What Acquia's update automation does not do:
- Automation does not automatically do bug-fix updates other than those listed above. Bug-fixes must be requested separately (RA Premium only) from security updates. An RA Support Engineer can use automation to initiate an update which includes specific updates.
- Update automation will not detect modifications to either core or contributed modules. All modifications must either be locked or properly patched.
- Apply existing patches other than those properly specified in
/reponame/patches.make. All other patches will be overwritten by Drush unless module locking is also properly set up.
- We are working towards detecting patches located above the docroot, and including them in all updates. This functionality will require a specific setup that will be fully documented.
- Update websites built on distributions. An attempt will be made to update such websites manually.
- Update websites built with make files or build scripts. Custom builds dependent on manually updating individual files are considered custom code and cannot be update through automation or manual updates.
- Update websites running SimpleSAMLphp. This is currently due to a file permissions issue.
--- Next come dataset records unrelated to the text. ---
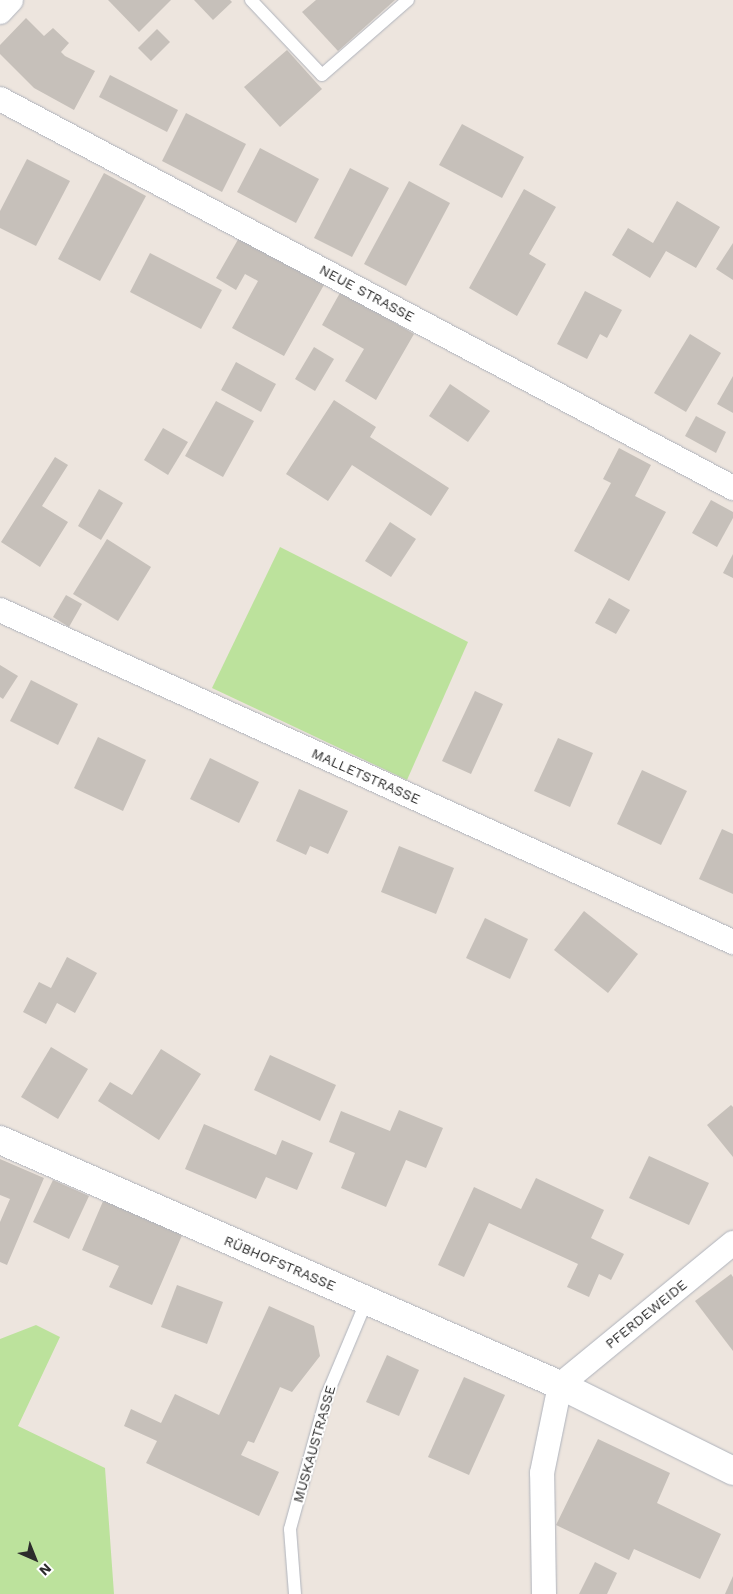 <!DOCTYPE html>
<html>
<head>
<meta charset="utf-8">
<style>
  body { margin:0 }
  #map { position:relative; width:733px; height:1594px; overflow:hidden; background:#ede5de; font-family:"Work Sans",sans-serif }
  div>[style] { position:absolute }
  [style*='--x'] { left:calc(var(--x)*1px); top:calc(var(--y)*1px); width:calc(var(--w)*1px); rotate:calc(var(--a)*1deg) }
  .green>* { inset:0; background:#bce29c }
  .building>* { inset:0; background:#c6c0ba }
  .roads { filter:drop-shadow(0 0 1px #afb3bc) drop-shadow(0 0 1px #afb3bc) }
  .lane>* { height:12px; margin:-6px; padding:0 6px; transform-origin:6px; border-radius:6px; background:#fff }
  .street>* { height:24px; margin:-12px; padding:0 12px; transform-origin:12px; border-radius:12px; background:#fff }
  .secondary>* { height:28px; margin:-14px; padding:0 14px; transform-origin:14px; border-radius:14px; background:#fff }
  span { translate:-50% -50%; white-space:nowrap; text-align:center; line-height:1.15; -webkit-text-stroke:4px #fff; paint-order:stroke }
  .street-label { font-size:14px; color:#2c2c2c }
  .north { position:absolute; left:10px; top:1534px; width:50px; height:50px; -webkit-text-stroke:4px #fff; paint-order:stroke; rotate:136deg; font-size:14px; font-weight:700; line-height:20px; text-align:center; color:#2c2c2c }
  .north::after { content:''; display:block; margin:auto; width:18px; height:22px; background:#2c2c2c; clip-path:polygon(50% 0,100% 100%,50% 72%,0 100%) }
</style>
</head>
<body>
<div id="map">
  <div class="green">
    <i style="clip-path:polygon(280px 547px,468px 642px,407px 780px,212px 688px)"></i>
    <i style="clip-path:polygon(36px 1325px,60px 1337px,18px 1426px,105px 1468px,114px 1594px,0 1594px,0 1339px)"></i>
  </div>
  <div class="building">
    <i style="clip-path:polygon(108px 0,171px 0,139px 32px)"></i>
    <i style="clip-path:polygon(194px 0,230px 0,232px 2px,213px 20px)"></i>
    <i style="clip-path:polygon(316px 0,395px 0,338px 51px,302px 12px)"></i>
    <i style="clip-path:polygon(26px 18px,44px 36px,53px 28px,69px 43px,61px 52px,65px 56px,95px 71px,74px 110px,34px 88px,0 54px,0 45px)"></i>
    <i style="clip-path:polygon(157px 29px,170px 42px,151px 61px,138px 48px)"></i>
    <i style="clip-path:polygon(287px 50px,322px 89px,280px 127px,244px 87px)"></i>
    <i style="clip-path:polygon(110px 75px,178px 110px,167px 132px,99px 97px)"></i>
    <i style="clip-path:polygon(186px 113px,246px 144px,222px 192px,162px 161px)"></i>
    <i style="clip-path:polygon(462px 124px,524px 157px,502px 198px,439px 165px)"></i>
    <i style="clip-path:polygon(260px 148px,319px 179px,296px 223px,237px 192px)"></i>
    <i style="clip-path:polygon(27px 159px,70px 181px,36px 246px,0 228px,0 211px)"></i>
    <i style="clip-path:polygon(350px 168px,389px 188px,352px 257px,314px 238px)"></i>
    <i style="clip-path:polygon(104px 173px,146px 196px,100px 281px,58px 259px)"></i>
    <i style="clip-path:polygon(409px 181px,450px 203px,406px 286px,364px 264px)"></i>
    <i style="clip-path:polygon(524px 189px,556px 207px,529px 254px,546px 264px,517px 316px,469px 288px)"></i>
    <i style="clip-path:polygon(677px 201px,720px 227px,696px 268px,666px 251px,650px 278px,612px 255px,628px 228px,653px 243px)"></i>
    <i style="clip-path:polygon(240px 236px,325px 283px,284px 356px,232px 328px,258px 281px,245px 274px,236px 290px,216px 278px)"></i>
    <i style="clip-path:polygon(733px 243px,733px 280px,716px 269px)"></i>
    <i style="clip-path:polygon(150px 253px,222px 290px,201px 329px,130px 292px)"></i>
    <i style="clip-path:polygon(341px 291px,414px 334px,376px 400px,345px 381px,364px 349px,322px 325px)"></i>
    <i style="clip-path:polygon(585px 291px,622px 310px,607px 338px,600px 334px,587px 359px,557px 344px)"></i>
    <i style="clip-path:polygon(690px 334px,721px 353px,686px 412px,654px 393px)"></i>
    <i style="clip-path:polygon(314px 347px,334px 359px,315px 391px,295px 379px)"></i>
    <i style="clip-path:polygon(236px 362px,276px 384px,261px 412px,221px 390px)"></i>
    <i style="clip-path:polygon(733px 376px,733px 413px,717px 404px)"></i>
    <i style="clip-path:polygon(450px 384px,490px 411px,468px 442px,429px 416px)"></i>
    <i style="clip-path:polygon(334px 400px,376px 427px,370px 437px,449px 488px,431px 516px,352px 465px,328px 501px,286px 474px)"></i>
    <i style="clip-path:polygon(216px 401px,254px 421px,223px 477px,185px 456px)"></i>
    <i style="clip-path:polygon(696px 416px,726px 432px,716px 453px,685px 436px)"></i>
    <i style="clip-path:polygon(163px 428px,188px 442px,168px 475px,144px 460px)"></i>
    <i style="clip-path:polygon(619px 448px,651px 465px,635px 496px,666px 512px,629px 581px,574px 551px,611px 483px,603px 479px)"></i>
    <i style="clip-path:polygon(55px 457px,68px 465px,42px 506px,68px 522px,40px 567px,1px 542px)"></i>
    <i style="clip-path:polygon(99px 489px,123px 503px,101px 540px,78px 526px)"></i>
    <i style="clip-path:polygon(711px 500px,733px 512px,733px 518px,717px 547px,692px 533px)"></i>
    <i style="clip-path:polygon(390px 522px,416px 539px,391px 577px,365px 561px)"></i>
    <i style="clip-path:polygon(107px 539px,151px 567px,118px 621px,73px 594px)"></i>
    <i style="clip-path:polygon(733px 554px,733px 578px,723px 573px)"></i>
    <i style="clip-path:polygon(66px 595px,82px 604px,69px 627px,53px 617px)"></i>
    <i style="clip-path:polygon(609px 598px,630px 610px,616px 634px,595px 623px)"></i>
    <i style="clip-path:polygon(0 665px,18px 676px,3px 699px,0 697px)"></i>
    <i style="clip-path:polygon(31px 680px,78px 704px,58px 745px,10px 721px)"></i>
    <i style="clip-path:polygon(475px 691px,503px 704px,471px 774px,442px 761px)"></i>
    <i style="clip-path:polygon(98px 737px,146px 760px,123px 811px,74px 788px)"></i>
    <i style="clip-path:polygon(558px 738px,593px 753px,570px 807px,534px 791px)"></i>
    <i style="clip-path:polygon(210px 758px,259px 782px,239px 823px,190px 799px)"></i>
    <i style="clip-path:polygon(642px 770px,687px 791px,661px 845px,617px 824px)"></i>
    <i style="clip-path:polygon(299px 789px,348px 811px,328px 854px,310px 846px,306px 855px,276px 841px)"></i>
    <i style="clip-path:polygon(722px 829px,733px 834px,733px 894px,699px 879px)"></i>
    <i style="clip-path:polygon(399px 846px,454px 868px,436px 914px,381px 892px)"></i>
    <i style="clip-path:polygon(584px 911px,638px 954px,608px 993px,554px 950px)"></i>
    <i style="clip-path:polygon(485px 918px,528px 939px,510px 979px,466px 958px)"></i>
    <i style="clip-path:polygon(67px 957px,97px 973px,75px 1013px,57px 1003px,46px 1024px,23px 1012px,39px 982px,51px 988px)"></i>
    <i style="clip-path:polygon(51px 1047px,88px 1069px,58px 1119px,21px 1097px)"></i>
    <i style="clip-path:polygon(161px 1049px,201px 1074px,159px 1140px,98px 1101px,110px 1082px,132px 1095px)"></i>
    <i style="clip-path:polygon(270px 1055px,336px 1085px,320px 1121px,254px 1090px)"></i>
    <i style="clip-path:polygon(731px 1105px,733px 1107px,733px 1157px,707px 1125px)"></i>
    <i style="clip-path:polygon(399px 1110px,443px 1128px,426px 1168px,406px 1160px,386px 1207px,341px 1188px,355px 1153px,329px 1142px,341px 1111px,390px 1131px)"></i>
    <i style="clip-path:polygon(204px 1124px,276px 1155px,282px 1140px,313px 1153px,297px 1190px,266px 1177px,256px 1199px,185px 1169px)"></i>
    <i style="clip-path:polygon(649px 1156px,709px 1183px,689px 1225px,629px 1198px)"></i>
    <i style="clip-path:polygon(0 1159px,44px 1178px,7px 1265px,0 1262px,0 1222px,10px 1199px,0 1195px)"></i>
    <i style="clip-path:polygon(536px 1178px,604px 1210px,591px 1238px,624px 1254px,611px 1280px,599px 1274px,589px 1297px,567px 1287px,578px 1264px,489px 1223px,464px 1277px,438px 1265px,474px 1187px,521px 1209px)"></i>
    <i style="clip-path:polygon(53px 1180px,89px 1196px,69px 1239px,33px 1222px)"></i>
    <i style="clip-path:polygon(104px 1199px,183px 1233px,152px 1305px,109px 1287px,119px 1266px,82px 1250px)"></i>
    <i style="clip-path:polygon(731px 1274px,733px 1277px,733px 1351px,695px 1301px)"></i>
    <i style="clip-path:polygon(177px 1285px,223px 1302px,207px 1344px,161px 1327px)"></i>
    <i style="clip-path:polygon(269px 1306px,314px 1326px,320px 1356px,292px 1392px,280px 1387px,254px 1443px,248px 1441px,241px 1455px,279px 1472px,259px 1516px,146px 1463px,157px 1441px,124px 1426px,131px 1409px,161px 1423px,175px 1394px,219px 1415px)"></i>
    <i style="clip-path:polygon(387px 1355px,419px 1370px,399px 1416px,366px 1402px)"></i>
    <i style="clip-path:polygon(464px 1377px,505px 1395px,469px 1475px,428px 1457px)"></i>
    <i style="clip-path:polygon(598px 1439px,670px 1473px,657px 1503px,721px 1534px,700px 1579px,634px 1549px,629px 1560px,556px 1525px)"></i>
    <i style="clip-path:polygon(595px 1562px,617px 1573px,607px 1594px,579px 1594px)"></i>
    <i style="clip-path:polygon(733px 1576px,733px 1594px,725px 1594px)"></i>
  </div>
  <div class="roads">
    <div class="lane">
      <i style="--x:251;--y:0;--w:103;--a:46.6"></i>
      <i style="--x:322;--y:75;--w:114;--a:-41.1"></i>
      <i style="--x:295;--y:1594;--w:65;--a:-94.4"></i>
      <i style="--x:290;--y:1529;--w:139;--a:-74.6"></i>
      <i style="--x:327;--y:1395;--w:103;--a:-67.2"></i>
    </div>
    <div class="street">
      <i style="--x:0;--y:12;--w:16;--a:-47"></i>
      <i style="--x:0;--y:99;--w:830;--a:27.95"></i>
      <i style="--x:0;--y:610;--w:805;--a:24.37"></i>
      <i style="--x:544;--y:1594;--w:121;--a:-90.9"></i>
      <i style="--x:542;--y:1473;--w:90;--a:-78.4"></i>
      <i style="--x:560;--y:1385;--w:224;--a:-39.4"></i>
    </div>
    <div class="secondary">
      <i style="--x:0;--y:1140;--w:611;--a:23.63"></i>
      <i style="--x:560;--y:1385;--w:193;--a:26.4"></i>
    </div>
  </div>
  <div class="street-label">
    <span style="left:367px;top:293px;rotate:28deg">NEUE STRASSE</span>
    <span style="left:366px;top:776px;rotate:24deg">MALLETSTRASSE</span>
    <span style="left:280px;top:1263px;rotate:23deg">RÜBHOFSTRASSE</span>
    <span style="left:646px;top:1314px;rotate:-39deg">PFERDEWEIDE</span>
    <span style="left:314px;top:1444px;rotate:-74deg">MUSKAUSTRASSE</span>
  </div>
  <div class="north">N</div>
</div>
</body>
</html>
Such websites will be updated manually.
Who Receives Automated Updates?
All Standard and Premium RA subscriptions are eligible for automated security updates, provided the subscription is compatible with Acquia’s automation.
- Security updates for Standard RA subscriptions must use automation.
- Premier RA subscriptions are not required to receive updates through automation at this time. However, Acquia’s automation is much more efficient than our manual process.
- Acquia cannot guarantee a security update delivery timeline for subscriptions which are not compatible with Acquia’s security update automation.
After a website is queued for an automated update, the script will:
- Scan the production website for pending security updates.
- If a security vulnerability is detected, an update will be initiated.
- RA Preferences for the subscription will be reviewed.
- If RA preferences are set to Update Code, a branch will be deployed to the RA Environment, updated, and a ticket will be sent to your team.
- If RA preferences are set to Inform Only, a ticket will be sent listing recommended security updates. You may request an update by changing your RA preferences and responding to this ticket, asking us to initiate a new update and ticket.
- An updated branch will be available for testing within 24-48 hours of a Security Announcement on drupal.org. After a branch has been deployed, progress on the ticket is dependent upon client testing through all steps of the RA security update workflow.
- If an update branch already exists, unless a new security update is announced, you will not receive a new ticket for two weeks.